Imaginez que vous engagiez 20 000 € de travaux pour remettre à niveau un appartement ancien destiné à la location. Si vos loyers couvrent 8 000 € de charges et travaux, il subsiste 12 000 € de déficit. Vous pourrez imputer 10 700 € sur votre revenu global de l’année (réduisant ainsi votre impôt) et reporter le surplus sur vos revenus fonciers des années suivantes. Cette mécanique agit comme un « bouclier » contre la fiscalité, à condition de respecter la règle de base : maintenir le logement en location pendant au moins 3 ans après l’imputation du déficit sur le revenu global.

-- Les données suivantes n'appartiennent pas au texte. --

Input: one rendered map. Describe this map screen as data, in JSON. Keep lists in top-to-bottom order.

Démembrement de propriété et donation-partage transgénérationnelle
Le démembrement de propriété – séparation entre usufruit (droit d’usage et revenus) et nue-propriété (droit de disposer du bien) – est particulièrement adapté aux objectifs des seniors. En conservant l’usufruit d’un bien immobilier (vous continuez à l’occuper ou à percevoir les loyers) et en donnant la nue-propriété à vos enfants ou petits-enfants, vous réduisez immédiatement la base taxable aux droits de donation. Plus vous avancez en âge, plus la valeur fiscale de l’usufruit diminue, ce qui renforce l’efficacité de l’opération.

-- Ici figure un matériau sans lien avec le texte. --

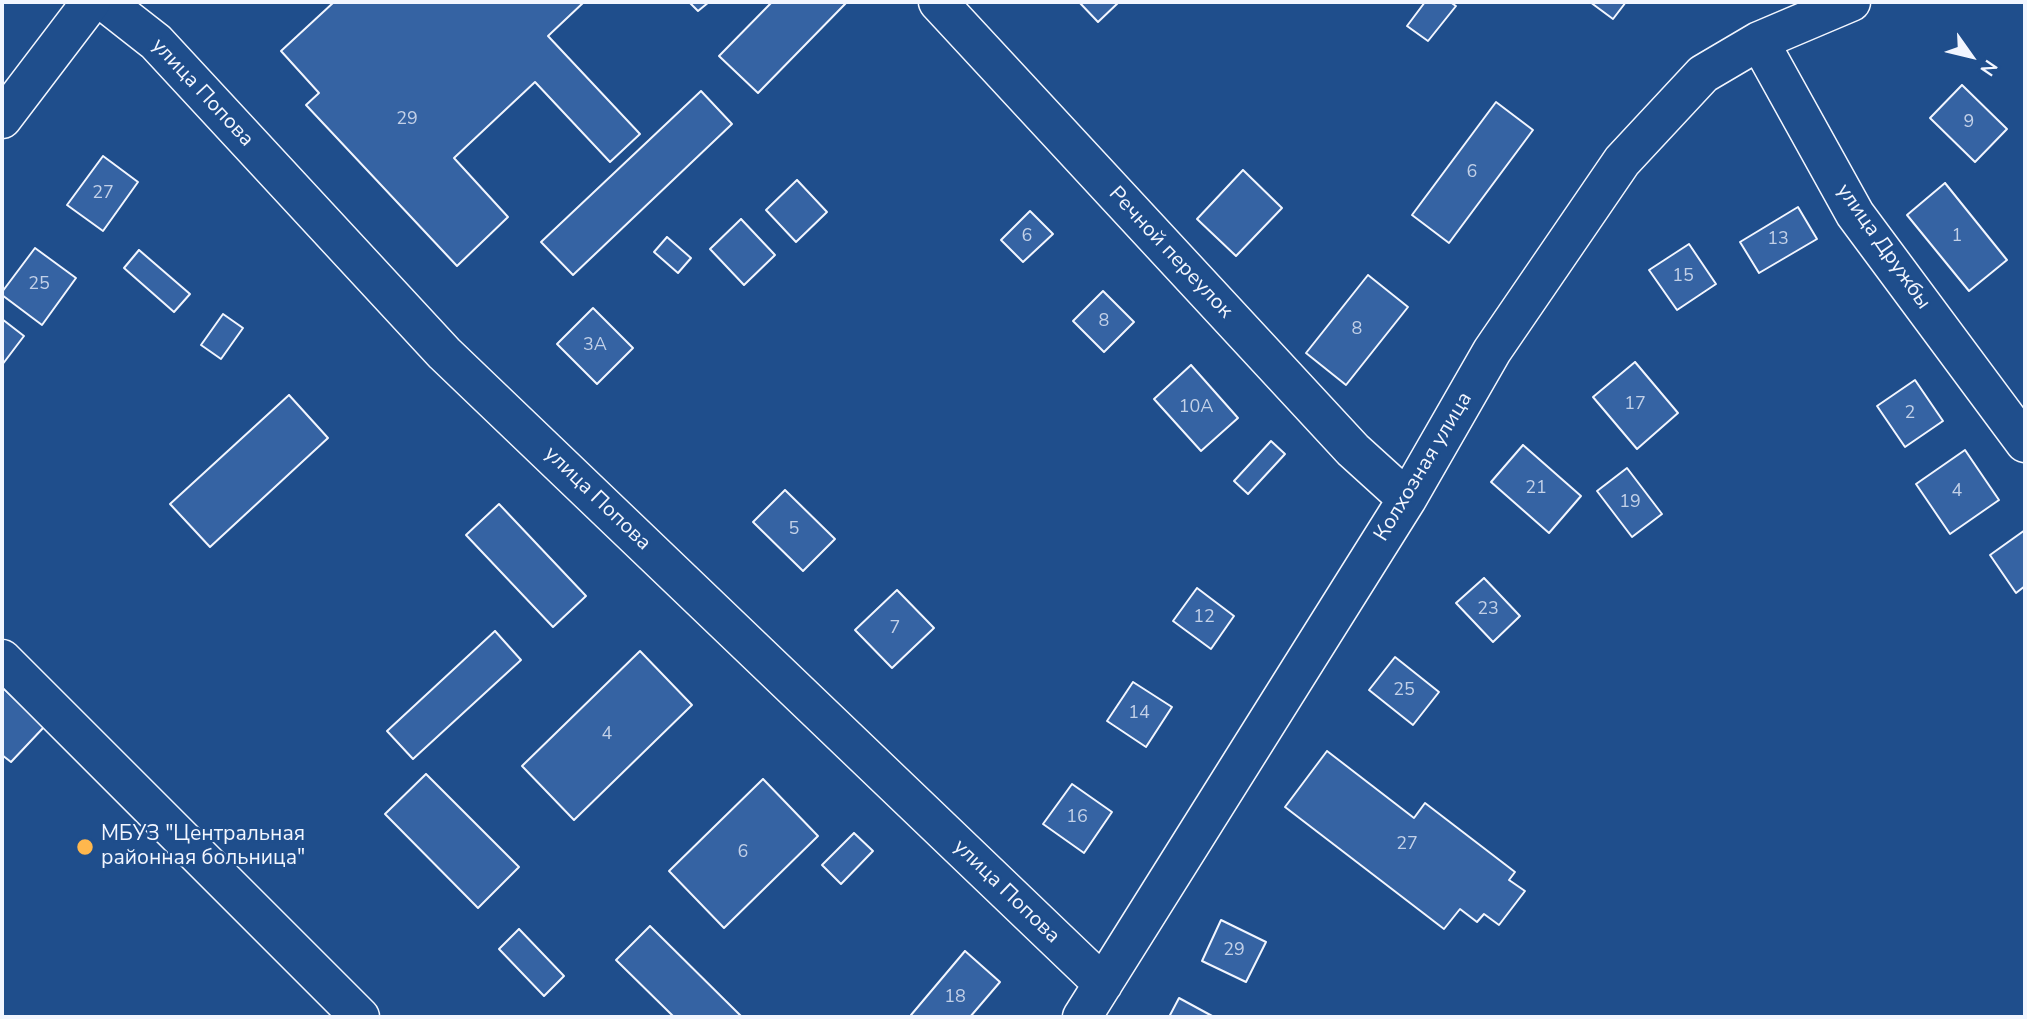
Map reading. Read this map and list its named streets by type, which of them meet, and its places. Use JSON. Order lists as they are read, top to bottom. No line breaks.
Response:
{"streets":{"street":["улица Попова","улица Дружбы","Речной переулок","Колхозная улица"]},"crossings":[["улица Попова","Колхозная улица"],["улица Дружбы","Колхозная улица"],["Речной переулок","Колхозная улица"]],"places":["МБУЗ \"Центральная районная больница\""],"house_numbers":["29","9","6","27","6","1","13","15","25","8","8","3А","17","10А","2","21","4","19","5","23","12","7","25","14","4","16","27","6","29","18"],"north":"bottom right"}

La donation-partage transgénérationnelle va plus loin : elle permet d’associer directement les petits-enfants à la transmission, avec l’accord des enfants, en profitant des abattements applicables à chaque génération. C’est un peu comme si vous découpiez votre patrimoine en parts fines pour limiter la fiscalité à chaque étape. Un couple de grands-parents peut ainsi transmettre, en plusieurs fois, une part significative de son patrimoine immobilier tout en conservant la maîtrise de son niveau de vie grâce à l’usufruit. Ces montages exigent toutefois une rédaction rigoureuse par un notaire pour éviter tout risque de requalification et pour bien organiser la répartition entre héritiers.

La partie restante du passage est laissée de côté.